-- Given data follows --

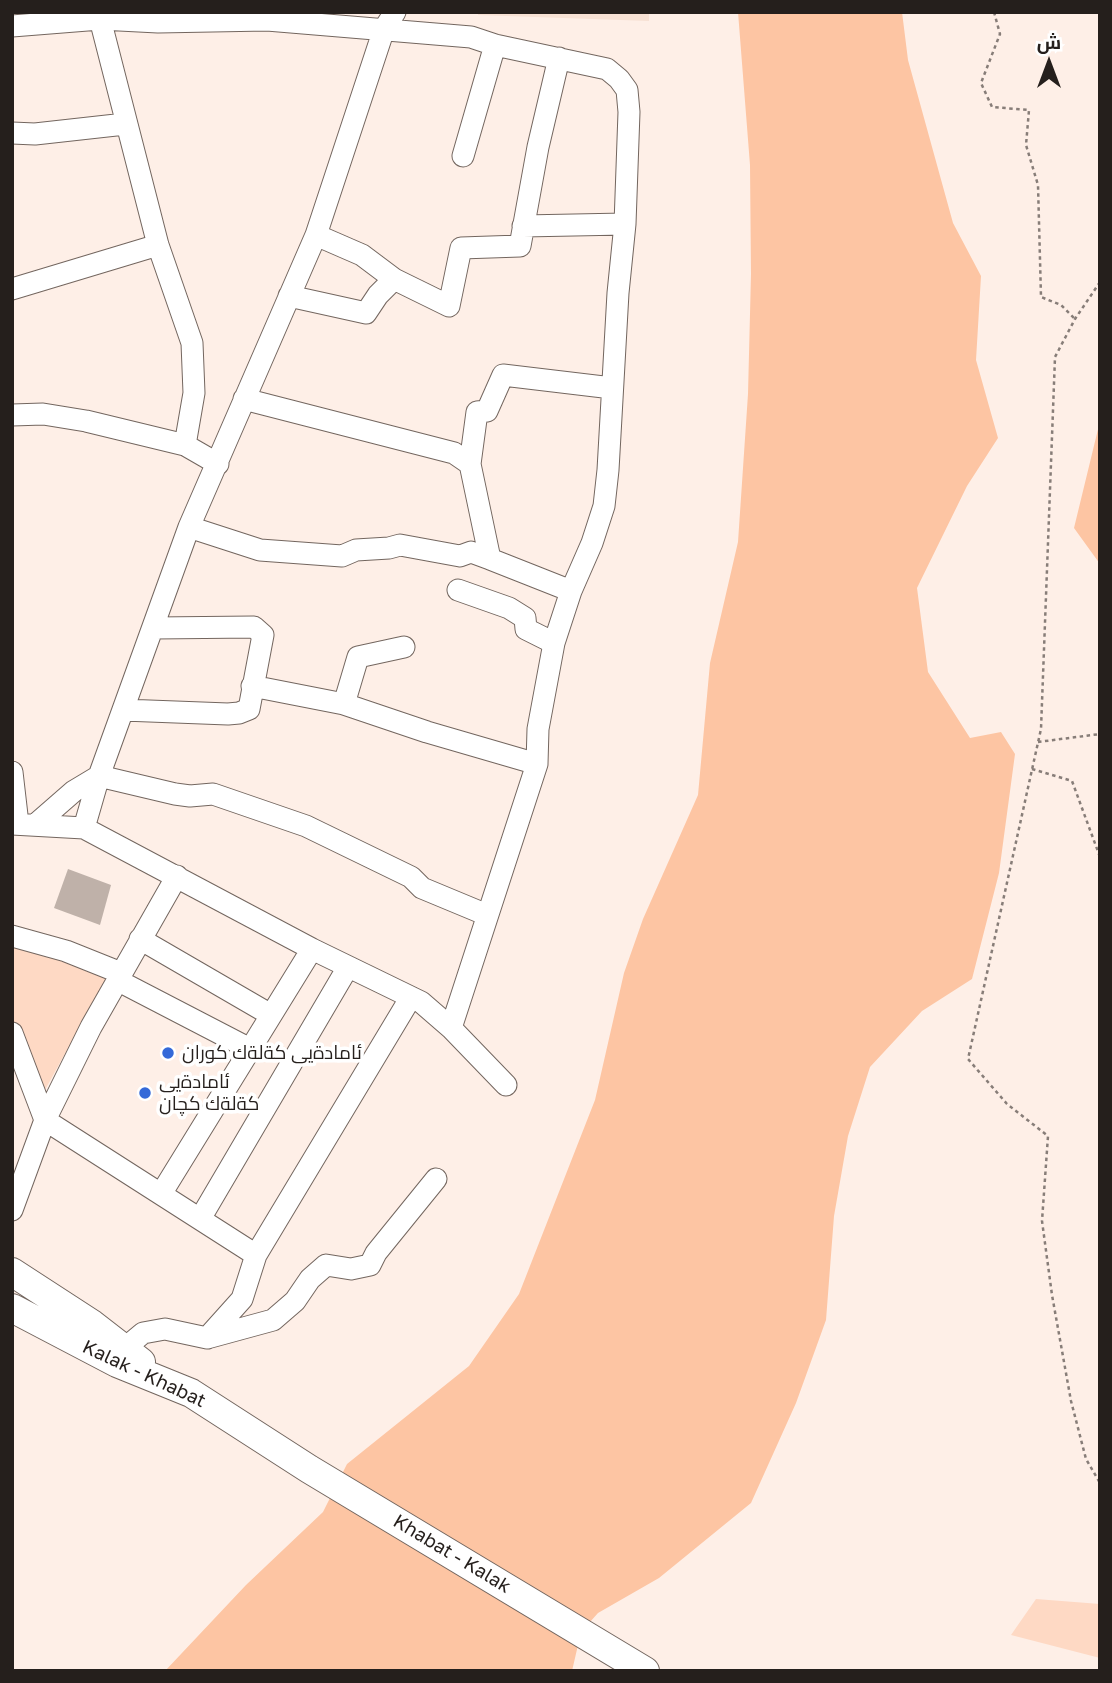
<!DOCTYPE html>
<html>
<head>
<meta charset="utf-8">
<style>
	body { margin:0 }
	#map { position:relative; width:1112px; height:1683px; overflow:hidden; background:#feefe7; font-family:"Golos Text",Cairo,sans-serif }
	canvas { display:block }
	.frame { position:absolute; inset:0; border:14px solid #251f1c; pointer-events:none }
	.north { position:absolute; left:1014px; top:28px; width:70px; height:70px; -webkit-text-stroke:5px #fff; paint-order:stroke; rotate:0deg; font-size:19px; font-weight:700; line-height:28px; text-align:center; color:#251f1c }
	.north::after { content:''; display:block; margin:auto; width:24px; height:32px; background:#251f1c; clip-path:polygon(50% 0,100% 100%,50% 72%,0 100%) }
</style>
</head>
<body>
<div id="map">
<canvas width="1112" height="1683"></canvas>
<div class="frame"></div>
<div class="north">ش</div>
</div>
<script>
const context = document.querySelector('canvas').getContext('2d');
context.lineJoin = 'round';
function fillPath(path, color) { context.fillStyle = color; context.fill(path, 'evenodd'); }
const shape = rows => new Path2D(rows.map(r => 'M' + r).join(''));
function strokePath(path, color, width, dash) { context.strokeStyle = color; context.lineWidth = width; context.lineCap = dash ? 'butt' : 'round'; context.setLineDash(dash || []); context.stroke(path); }
function label(font, color, halo, rows, align = 'center') {
  context.font = font + ' "Golos Text",Cairo,sans-serif'; context.lineWidth = 7; context.setLineDash([]); context.textBaseline = 'middle'; context.strokeStyle = halo; context.fillStyle = color; for (const [text, x, y, turn = 0] of rows) {
    context.save(); context.translate(x, y); context.rotate((+turn || 0) * Math.PI / 180); context.textAlign = isNaN(turn) ? turn : align; if (halo) context.strokeText(text, 0, 0); context.fillText(text, 0, 0); context.restore();
  }
}
fillPath(shape([
	[478,12,649,12,649,21,478,15]
]), '#f7e1d4');
fillPath(shape([
	[12,944,108,975,39,1101,12,1030],
	[1036,1599,1100,1604,1100,1658,1011,1635]
]), '#fed9c4');
fillPath(shape([
	[738,12,902,12,908,60,953,223,981,276,976,360,998,438,967,486,917,588,928,672,970,738,1001,732,1015,754,999,873,972,979,922,1011,870,1067,848,1136,834,1216,826,1320,796,1403,751,1503,659,1578,598,1613,581,1632,572,1671,165,1671,246,1585,323,1512,347,1464,469,1366,519,1294,595,1100,624,973,643,919,698,795,710,663,738,542,748,394,751,274,750,165],
	[1100,421,1100,564,1074,528]
]), '#fdc5a3');
fillPath(shape([
	[68,869,111,885,100,925,54,908]
]), '#bfb1a9');
const minor = shape([
	[100,19,158,245,192,343,194,393,185,445],
	[12,26,100,19,158,22,267,20,471,37,495,45,607,69,619,79,627,90,629,112,625,224,618,293,608,470,604,506,592,543,571,591,554,643,538,729,537,764,451,1028],
	[12,133,35,134,125,124],
	[463,156,495,45],
	[523,226,625,224],
	[316,235,362,255,394,279,449,306,461,248,520,246,538,147,559,58],
	[12,289,158,245],
	[289,296,366,313,378,295,394,279],
	[244,399,454,453,470,464,490,559,571,591],
	[12,415,43,414,86,421,185,445,218,464],
	[470,464,477,412,487,411,503,375,612,388],
	[189,527,260,550,342,556,356,550,389,548,400,545,460,556,471,552,490,559],
	[458,590,509,608,525,618,526,629,554,643],
	[252,686,344,704,427,732,537,764],
	[344,704,358,657,404,647],
	[123,710,228,714,239,713,249,709,263,635,254,627,154,628],
	[12,772,18,824],
	[12,824,84,828,99,776,189,527,316,235,384,29,395,12],
	[35,825,74,791,99,776,175,794,190,796,213,794,306,826,411,877,422,888,487,915],
	[84,828,312,949,421,1002,451,1028,506,1085],
	[12,936,66,951,121,973],
	[140,939,271,1015],
	[117,980,250,1049],
	[12,1033,45,1120,256,1255],
	[161,1194,312,949],
	[12,1210,45,1120,91,1027,177,876],
	[200,1219,348,967],
	[207,1338,273,1320,295,1301,310,1279,326,1265,351,1269,370,1265,376,1253,436,1179],
	[125,1348,143,1333,165,1329,207,1338,242,1299,256,1255,411,997]
]);
const major = shape([
	[12,1272,92,1324,141,1362],
	[12,1308,117,1363,191,1393,309,1469,645,1671]
]);
strokePath(minor, '#73665f', 23);
strokePath(major, '#73665f', 30);
strokePath(shape([
	[994,12,1000,34,981,83,992,107,1029,110,1026,145,1038,185,1041,297,1061,305,1075,319],
	[1100,282,1075,319,1055,357,1041,729,968,1059,1007,1104,1048,1136,1042,1221,1052,1295,1071,1401,1086,1459,1100,1483],
	[1038,742,1100,734],
	[1032,769,1072,781,1100,857]
]), '#877d78', 2.5, [3.5, 3.5]);
strokePath(minor, '#fff', 21);
strokePath(major, '#fff', 28);
for (const [x, y, r, color] of [
	[168,1053,7,"#3469d8"],
	[145,1093,7,"#3469d8"]
]) { const dot = new Path2D(); dot.arc(x, y, r, 0, 2 * Math.PI); context.fillStyle = color; context.fill(dot); strokePath(dot, '#fff', 2.5); }
label('19px', '#251f1c', '#fff', [
	["ئامادةيى كةلةك كوران",182,1053],
	["ئامادةيى",159,1082],
	["كةلةك كچان",159,1104]
], 'left');
label('19px', '#251f1c', '#fff', [
	["Kalak - Khabat",144,1374,25],
	["Khabat - Kalak",452,1554,31]
]);
</script>
</body>
</html>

-- Given data concluded --

Problem description –
Only the lines from the start of the material to the line with "position:absolute; inset:0; border:14px", inclusive, belong in the answer, printed exactly and free of pictures.

Exercise answer –
<!DOCTYPE html>
<html>
<head>
<meta charset="utf-8">
<style>
	body { margin:0 }
	#map { position:relative; width:1112px; height:1683px; overflow:hidden; background:#feefe7; font-family:"Golos Text",Cairo,sans-serif }
	canvas { display:block }
	.frame { position:absolute; inset:0; border:14px solid #251f1c; pointer-events:none }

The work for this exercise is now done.